Read the records below and report each line in which "list" occurs.

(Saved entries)
((

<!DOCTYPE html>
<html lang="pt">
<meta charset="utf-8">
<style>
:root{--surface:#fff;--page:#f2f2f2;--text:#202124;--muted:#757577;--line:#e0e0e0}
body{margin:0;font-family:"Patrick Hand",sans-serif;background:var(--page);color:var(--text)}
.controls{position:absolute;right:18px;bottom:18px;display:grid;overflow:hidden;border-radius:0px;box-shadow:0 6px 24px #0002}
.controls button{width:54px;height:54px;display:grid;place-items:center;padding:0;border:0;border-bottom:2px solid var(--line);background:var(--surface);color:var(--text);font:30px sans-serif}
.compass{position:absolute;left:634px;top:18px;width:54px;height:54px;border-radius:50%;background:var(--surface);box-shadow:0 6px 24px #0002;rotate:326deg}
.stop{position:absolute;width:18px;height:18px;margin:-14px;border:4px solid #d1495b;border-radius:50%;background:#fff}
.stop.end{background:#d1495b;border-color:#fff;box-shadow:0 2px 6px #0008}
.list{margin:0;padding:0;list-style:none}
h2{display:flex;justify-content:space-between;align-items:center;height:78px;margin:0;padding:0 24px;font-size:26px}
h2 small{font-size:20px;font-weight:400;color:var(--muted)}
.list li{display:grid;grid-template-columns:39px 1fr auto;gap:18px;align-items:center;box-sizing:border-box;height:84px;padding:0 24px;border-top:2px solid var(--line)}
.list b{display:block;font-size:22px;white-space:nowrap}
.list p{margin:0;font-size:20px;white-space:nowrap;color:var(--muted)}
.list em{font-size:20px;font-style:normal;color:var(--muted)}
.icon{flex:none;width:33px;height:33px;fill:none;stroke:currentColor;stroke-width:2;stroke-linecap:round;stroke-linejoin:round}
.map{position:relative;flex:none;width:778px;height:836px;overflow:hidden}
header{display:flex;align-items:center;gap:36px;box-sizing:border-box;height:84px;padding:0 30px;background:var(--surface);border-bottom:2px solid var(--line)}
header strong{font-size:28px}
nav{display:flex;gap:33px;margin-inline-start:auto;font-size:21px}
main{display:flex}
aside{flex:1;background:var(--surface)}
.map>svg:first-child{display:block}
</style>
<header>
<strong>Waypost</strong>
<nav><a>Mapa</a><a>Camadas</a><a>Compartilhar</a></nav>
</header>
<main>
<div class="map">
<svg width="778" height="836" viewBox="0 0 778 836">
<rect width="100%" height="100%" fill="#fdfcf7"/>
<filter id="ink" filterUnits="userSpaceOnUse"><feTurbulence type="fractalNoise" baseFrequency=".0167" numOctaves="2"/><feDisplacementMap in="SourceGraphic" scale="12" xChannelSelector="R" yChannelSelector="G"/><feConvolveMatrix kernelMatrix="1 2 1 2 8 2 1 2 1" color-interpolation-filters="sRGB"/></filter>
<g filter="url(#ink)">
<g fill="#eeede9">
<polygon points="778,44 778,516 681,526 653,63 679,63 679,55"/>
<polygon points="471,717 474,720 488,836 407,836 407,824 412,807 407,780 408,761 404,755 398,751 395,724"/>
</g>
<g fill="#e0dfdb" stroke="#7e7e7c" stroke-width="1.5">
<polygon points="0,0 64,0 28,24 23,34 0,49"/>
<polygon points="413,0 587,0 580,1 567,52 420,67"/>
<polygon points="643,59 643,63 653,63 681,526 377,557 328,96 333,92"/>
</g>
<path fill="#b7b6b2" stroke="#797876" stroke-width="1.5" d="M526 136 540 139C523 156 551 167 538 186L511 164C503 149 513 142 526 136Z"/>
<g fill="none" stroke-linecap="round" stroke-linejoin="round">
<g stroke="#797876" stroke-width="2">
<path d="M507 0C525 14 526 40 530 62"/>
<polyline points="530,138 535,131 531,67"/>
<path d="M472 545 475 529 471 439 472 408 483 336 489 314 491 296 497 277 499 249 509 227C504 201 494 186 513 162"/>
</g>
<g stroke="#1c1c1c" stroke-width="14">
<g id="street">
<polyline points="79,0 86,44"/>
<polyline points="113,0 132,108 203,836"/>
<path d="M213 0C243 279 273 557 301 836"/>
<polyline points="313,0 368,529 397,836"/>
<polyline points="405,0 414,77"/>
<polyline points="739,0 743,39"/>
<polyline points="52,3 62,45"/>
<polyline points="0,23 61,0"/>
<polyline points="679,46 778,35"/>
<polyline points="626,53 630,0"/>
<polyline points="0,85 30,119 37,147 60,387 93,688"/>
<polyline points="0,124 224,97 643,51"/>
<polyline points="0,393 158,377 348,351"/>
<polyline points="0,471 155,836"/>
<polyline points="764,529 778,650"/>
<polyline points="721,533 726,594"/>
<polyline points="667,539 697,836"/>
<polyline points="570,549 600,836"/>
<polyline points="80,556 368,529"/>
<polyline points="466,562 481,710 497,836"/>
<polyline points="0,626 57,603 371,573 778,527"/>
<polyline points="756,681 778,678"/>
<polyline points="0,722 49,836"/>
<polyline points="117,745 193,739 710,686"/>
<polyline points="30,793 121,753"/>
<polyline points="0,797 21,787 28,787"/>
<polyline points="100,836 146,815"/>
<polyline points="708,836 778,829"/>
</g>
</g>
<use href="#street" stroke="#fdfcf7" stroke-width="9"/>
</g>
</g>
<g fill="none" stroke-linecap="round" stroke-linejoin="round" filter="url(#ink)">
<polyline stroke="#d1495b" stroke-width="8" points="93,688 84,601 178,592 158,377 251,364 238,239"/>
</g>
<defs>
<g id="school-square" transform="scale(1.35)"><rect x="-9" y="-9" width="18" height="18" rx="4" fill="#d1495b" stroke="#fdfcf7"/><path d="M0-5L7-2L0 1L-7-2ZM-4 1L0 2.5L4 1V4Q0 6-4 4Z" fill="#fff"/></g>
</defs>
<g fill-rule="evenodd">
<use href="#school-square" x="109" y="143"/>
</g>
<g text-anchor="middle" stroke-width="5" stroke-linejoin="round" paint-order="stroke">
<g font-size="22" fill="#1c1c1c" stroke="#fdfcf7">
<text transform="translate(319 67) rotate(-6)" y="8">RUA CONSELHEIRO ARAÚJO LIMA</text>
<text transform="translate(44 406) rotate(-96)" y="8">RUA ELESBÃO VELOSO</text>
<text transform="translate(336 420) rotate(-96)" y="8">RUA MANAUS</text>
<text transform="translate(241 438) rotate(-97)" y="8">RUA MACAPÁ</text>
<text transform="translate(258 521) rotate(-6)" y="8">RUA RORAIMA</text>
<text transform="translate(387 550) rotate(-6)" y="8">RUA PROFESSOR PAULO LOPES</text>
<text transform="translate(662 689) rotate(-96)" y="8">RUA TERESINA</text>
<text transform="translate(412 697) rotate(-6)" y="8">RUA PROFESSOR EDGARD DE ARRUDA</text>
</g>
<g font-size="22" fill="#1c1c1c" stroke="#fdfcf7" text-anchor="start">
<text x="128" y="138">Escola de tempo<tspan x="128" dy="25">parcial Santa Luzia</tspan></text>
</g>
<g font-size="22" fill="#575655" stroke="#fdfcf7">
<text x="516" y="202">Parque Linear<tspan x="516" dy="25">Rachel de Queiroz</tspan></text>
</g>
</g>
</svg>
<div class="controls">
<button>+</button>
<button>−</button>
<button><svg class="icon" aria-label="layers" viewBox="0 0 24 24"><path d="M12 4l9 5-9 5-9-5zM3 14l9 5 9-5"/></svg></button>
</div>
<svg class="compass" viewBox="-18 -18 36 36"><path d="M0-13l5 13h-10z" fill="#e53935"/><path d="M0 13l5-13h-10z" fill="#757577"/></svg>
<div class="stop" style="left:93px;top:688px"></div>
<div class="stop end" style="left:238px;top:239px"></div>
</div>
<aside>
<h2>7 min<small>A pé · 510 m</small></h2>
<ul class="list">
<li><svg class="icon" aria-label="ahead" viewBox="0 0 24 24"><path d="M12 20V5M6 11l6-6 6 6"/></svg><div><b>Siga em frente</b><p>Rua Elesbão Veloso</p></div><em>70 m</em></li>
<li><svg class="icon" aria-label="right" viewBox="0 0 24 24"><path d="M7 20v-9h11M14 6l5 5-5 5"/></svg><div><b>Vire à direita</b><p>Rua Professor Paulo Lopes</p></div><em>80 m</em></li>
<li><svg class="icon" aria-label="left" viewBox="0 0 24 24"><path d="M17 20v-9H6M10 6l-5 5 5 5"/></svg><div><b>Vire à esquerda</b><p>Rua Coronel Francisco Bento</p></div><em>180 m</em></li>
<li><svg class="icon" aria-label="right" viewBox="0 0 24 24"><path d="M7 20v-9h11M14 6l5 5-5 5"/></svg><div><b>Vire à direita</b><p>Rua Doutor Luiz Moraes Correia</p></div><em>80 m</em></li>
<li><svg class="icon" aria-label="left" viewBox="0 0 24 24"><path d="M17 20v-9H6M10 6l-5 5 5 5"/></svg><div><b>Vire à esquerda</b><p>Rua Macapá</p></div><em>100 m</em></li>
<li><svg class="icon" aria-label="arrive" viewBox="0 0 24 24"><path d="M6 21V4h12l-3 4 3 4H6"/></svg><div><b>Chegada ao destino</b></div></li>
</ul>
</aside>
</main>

))

§ **RESULT OF THE TASK**
.list{margin:0;padding:0;list-style:none}
.list li{display:grid;grid-template-columns:39px 1fr auto;gap:18px;align-items:center;box-sizing:border-box;height:84px;padding:0 24px;border-top:2px solid var(--line)}
.list b{display:block;font-size:22px;white-space:nowrap}
.list p{margin:0;font-size:20px;white-space:nowrap;color:var(--muted)}
.list em{font-size:20px;font-style:normal;color:var(--muted)}
<ul class="list">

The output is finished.